Kiska stared, squinting. ‘Who?’ Then movement – something enormous ponderously shifting above. A giant. And not some Toblakai or Thelomen. A titanic being the size of a mountain straddling the shore. Kiska knew that if she were next to his foot she wouldn’t even be able to see over his toe. And he, or it, was doing something: moving or carrying a huge boulder the size of a fortress …
Kiska found herself sitting once more on the sands.
Leoman was sitting next to her. He nodded. ‘Yes. I did that too.’

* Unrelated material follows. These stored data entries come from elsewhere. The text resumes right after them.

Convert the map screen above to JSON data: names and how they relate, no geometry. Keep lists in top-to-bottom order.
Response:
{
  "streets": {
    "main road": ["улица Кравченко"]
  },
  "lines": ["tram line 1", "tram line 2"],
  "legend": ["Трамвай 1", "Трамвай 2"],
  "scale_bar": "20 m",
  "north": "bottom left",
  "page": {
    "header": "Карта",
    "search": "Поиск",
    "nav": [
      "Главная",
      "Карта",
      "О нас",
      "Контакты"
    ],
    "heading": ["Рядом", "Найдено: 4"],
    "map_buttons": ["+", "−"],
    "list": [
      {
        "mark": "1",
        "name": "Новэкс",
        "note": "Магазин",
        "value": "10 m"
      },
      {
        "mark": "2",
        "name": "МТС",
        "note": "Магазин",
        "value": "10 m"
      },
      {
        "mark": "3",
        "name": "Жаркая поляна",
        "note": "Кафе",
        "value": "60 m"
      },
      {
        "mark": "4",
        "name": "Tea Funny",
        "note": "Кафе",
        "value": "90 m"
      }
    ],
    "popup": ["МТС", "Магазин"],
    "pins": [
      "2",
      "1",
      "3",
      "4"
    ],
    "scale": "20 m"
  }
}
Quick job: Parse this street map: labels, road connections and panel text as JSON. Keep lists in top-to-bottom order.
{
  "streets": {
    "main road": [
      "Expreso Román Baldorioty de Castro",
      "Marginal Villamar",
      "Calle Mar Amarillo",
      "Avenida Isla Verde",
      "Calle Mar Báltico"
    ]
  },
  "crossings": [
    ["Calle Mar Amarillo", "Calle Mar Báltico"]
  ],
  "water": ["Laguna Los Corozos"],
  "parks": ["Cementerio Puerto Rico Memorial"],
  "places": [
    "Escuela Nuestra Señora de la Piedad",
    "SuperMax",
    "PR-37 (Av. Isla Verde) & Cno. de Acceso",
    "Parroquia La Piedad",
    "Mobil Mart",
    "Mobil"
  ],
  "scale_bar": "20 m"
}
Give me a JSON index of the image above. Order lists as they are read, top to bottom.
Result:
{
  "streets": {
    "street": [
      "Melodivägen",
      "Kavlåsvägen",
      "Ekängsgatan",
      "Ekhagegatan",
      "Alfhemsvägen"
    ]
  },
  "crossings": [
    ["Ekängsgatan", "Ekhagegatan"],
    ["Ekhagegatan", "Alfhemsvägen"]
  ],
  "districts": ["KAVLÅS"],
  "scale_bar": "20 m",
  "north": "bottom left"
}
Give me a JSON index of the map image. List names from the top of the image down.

She sank her head into her hands.
Gods! She was lost! Utterly lost! Her quest to save Tayschrenn a failure! Hadn’t the Queen of Dreams foreseen this? Why did she send her? She was … gods … she was castaway!
To her horror she felt tears burning up within her eyes and she swiped at them, furious. Beside her Leoman sighed with pleasure and lay back. He folded his arms behind his head.
She glared at him, snapping, ‘What are you so pleased about?’
He took a deep calming breath. ‘Kiska, I’ve made a lot of enemies over the course of my life …’
‘I’m sure of
that
,’ she muttered.
‘… and I feared I’d never be free of them all. Yet,’ and he gestured around, ‘here I am! Finally able to sleep utterly at ease. Completely free of fear! What a blessing!’ And he closed his eyes.